So you got me curious and I did some testing today - and yeh - effects (HSL, B&W, probably others) seem to have a huge overhead on 9-Patches compared to sprites. Sprites I hit the CPU limit with lots of juice left in the GPU, but 9-Patches maxed out my GPU much sooner. I'm not sure why - every time I thought I had a theory, my testing didn't back it, so I'm afraid I'm no closer to unravelling the mysteries of the effects compositor for you.
I should mention this is Construct 3. I don't know if you see the same in Construct 2, so it might be worth checking? If you create a layout with 20 sprites with an effect, and another layout with 20 9-Patches with same effect, do you see a big difference in GPU% when running the layouts? (BTW you have to force a screen redraw - so give the sprites and 9-Patches sine behavior or something to make them move)

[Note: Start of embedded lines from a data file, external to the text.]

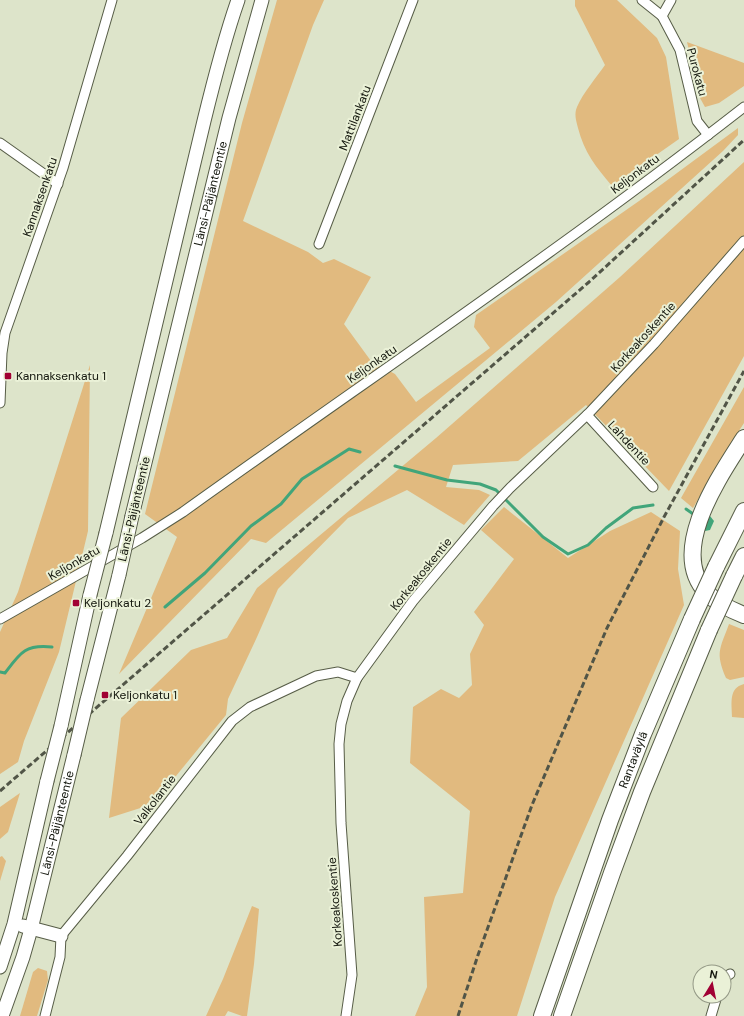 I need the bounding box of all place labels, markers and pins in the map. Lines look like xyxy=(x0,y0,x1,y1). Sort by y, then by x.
place label: Kannaksenkatu 1 xyxy=(16,368,106,384)
marker: Kannaksenkatu 1 xyxy=(3,371,13,381)
place label: Keljonkatu 2 xyxy=(84,595,151,611)
marker: Keljonkatu 2 xyxy=(71,598,81,608)
place label: Keljonkatu 1 xyxy=(113,687,177,703)
marker: Keljonkatu 1 xyxy=(100,690,110,700) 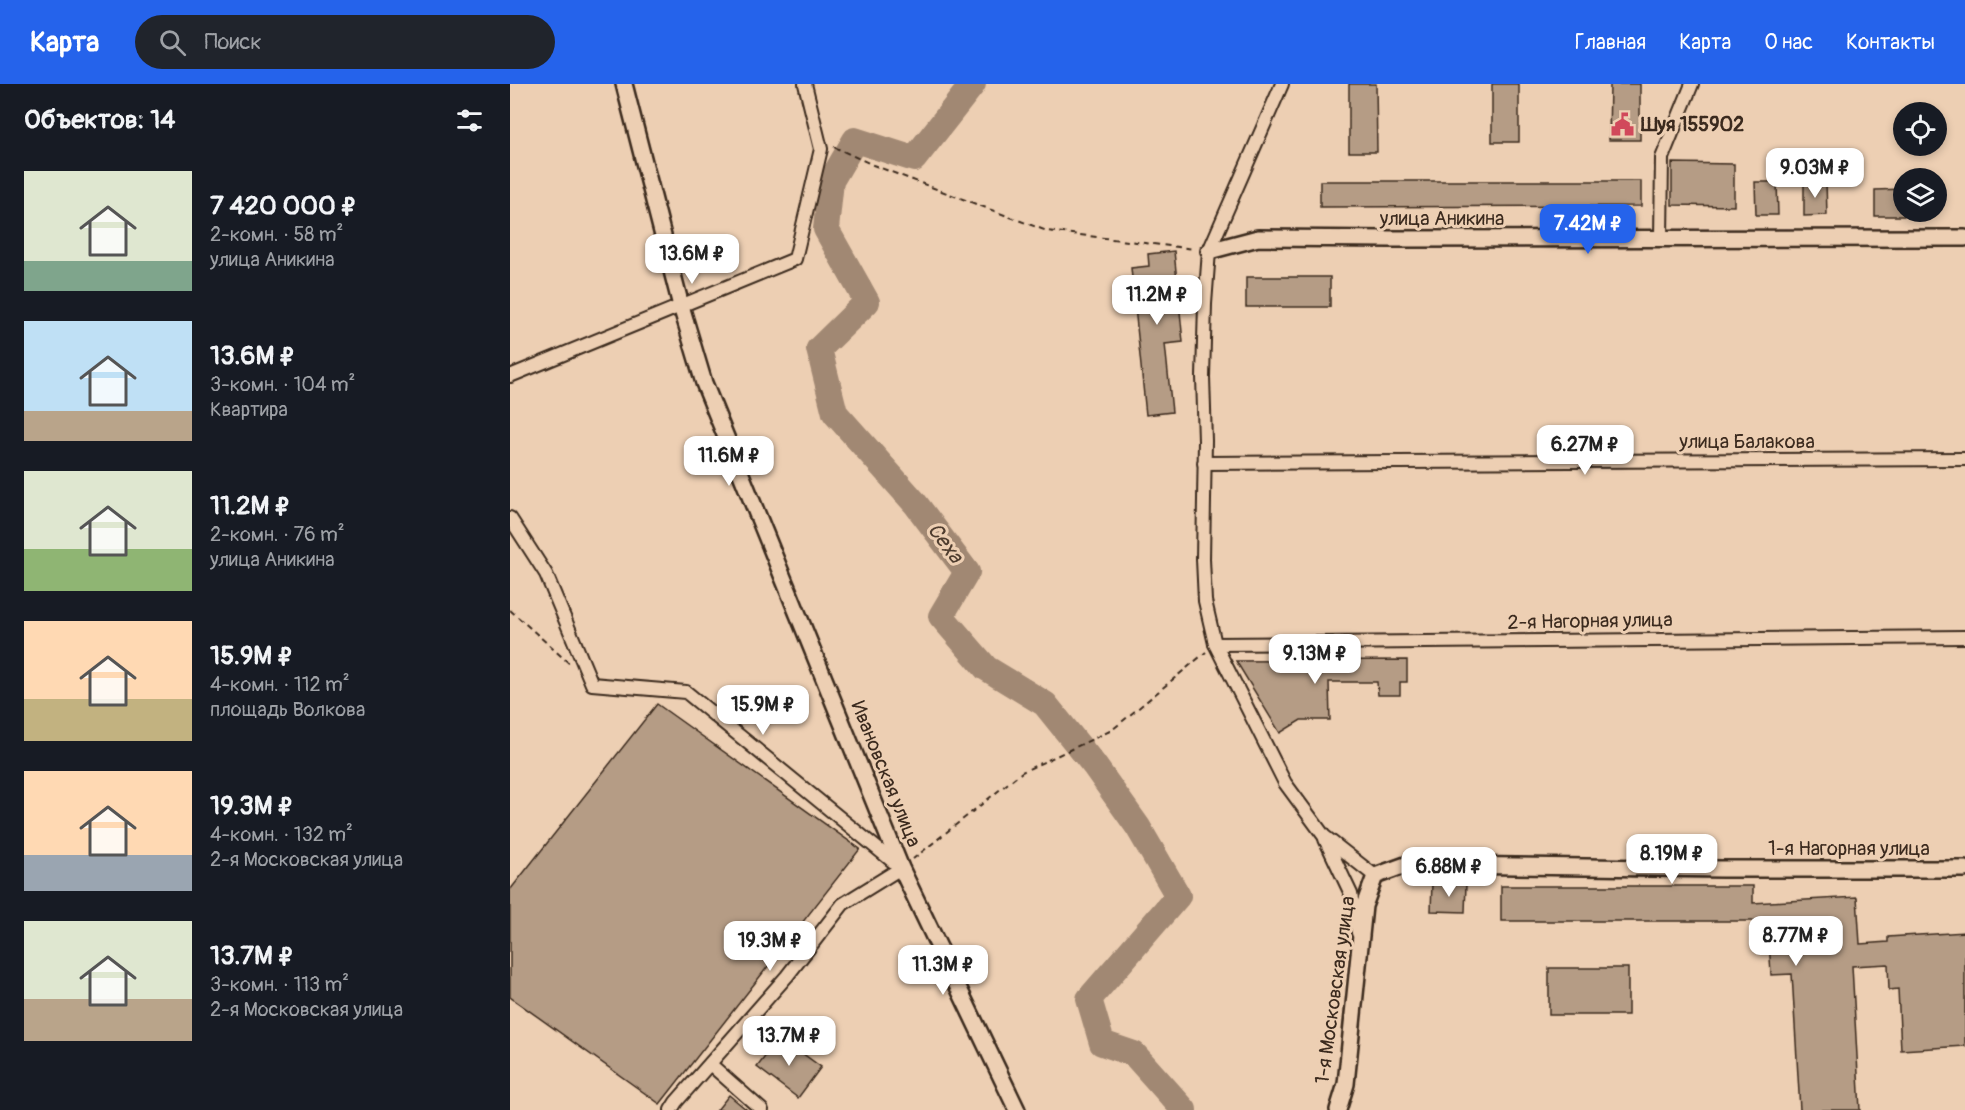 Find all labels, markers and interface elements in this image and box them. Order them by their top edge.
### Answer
search box [135,15,555,69]
text: Карта [30,25,99,60]
icon: search [156,26,189,59]
text: Поиск [204,28,262,56]
text: Главная [1575,29,1646,56]
text: Карта [1679,29,1731,56]
text: О нас [1764,29,1813,56]
text: Контакты [1846,29,1935,56]
map controls [1893,102,1947,222]
button: locate [1893,102,1947,156]
text: Объектов: 14 [24,104,175,136]
icon: filters [453,104,486,137]
public building icon: Шуя 155902 [1610,111,1636,137]
place label: Шуя 155902 [1640,112,1744,137]
pin: 9.03M ₽ [1760,148,1870,199]
text: 9.03M ₽ [1780,155,1850,180]
button: layers [1893,168,1947,222]
text: 7 420 000 ₽ [210,190,357,222]
icon: home [72,195,144,267]
pin: 7.42M ₽ [1533,204,1643,255]
street label: улица Аникина [1379,206,1504,231]
text: 7.42M ₽ [1554,211,1622,236]
text: 2-комн. · 58 m² [210,222,343,247]
pin: 13.6M ₽ [637,234,747,285]
text: 13.6M ₽ [659,241,725,266]
text: улица Аникина [210,247,335,272]
pin: 11.2M ₽ [1102,275,1212,326]
text: 11.2M ₽ [1126,282,1188,307]
text: 13.6M ₽ [210,340,295,372]
icon: home [72,345,144,417]
text: 3-комн. · 104 m² [210,372,355,397]
text: Квартира [210,397,288,422]
pin: 6.27M ₽ [1530,425,1640,476]
street label: улица Балакова [1678,429,1815,454]
text: 6.27M ₽ [1551,432,1619,457]
pin: 11.6M ₽ [674,436,784,487]
text: 11.6M ₽ [698,443,760,468]
text: 11.2M ₽ [210,490,291,522]
icon: home [72,495,144,567]
water label: Сеха [921,517,970,570]
text: 2-комн. · 76 m² [210,522,345,547]
text: улица Аникина [210,547,335,572]
street label: 2-я Нагорная улица [1507,607,1673,635]
pin: 9.13M ₽ [1260,634,1370,685]
text: 15.9M ₽ [210,640,293,672]
text: 9.13M ₽ [1283,641,1347,666]
icon: home [72,645,144,717]
text: 4-комн. · 112 m² [210,672,350,697]
pin: 15.9M ₽ [708,685,818,736]
text: 15.9M ₽ [731,692,795,717]
text: площадь Волкова [210,697,365,722]
street label: Ивановская улица [845,697,927,851]
text: 19.3M ₽ [210,790,294,822]
icon: home [72,795,144,867]
text: 4-комн. · 132 m² [210,822,353,847]
pin: 8.19M ₽ [1617,834,1727,885]
street label: 1-я Нагорная улица [1768,836,1930,861]
text: 8.19M ₽ [1640,841,1704,866]
text: 2-я Московская улица [210,847,403,872]
pin: 6.88M ₽ [1394,847,1504,898]
text: 6.88M ₽ [1416,854,1482,879]
street label: 1-я Московская улица [1309,894,1361,1086]
pin: 8.77M ₽ [1741,916,1851,967]
pin: 19.3M ₽ [715,921,825,972]
text: 8.77M ₽ [1763,923,1829,948]
text: 19.3M ₽ [738,928,802,953]
text: 13.7M ₽ [210,940,294,972]
icon: home [72,945,144,1017]
pin: 11.3M ₽ [888,945,998,996]
text: 11.3M ₽ [912,952,974,977]
text: 3-комн. · 113 m² [210,972,349,997]
text: 2-я Московская улица [210,997,403,1022]
pin: 13.7M ₽ [734,1016,844,1067]
text: 13.7M ₽ [757,1023,821,1048]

To answer your other question, when you can't test on a phone, a computer with integrated graphics will perform more similarly to a phone, they tend to have the same problems with fill rate, overdraw etc. Testing GPU% is tricky too, it can look really high when you first add a lot of objects/effects/etc., but leave it running for 5 minutes and it can drop significantly. I think when the GPU gets lots of new work it 'panics' and draws a lot of power to make sure the framerate doesn't drop, then it gradually winds down it's power until it is just maintaining the desired framerate.
Finally a word of caution about the RAM, yes there's more of it, but there's probably more background applications fighting over it, whereas the GPU should be almost fully dedicated to the game. Test on a phone while developing if you can - I tend to do a build when I'm heading to bed and test it in the morning - because performance can be very different.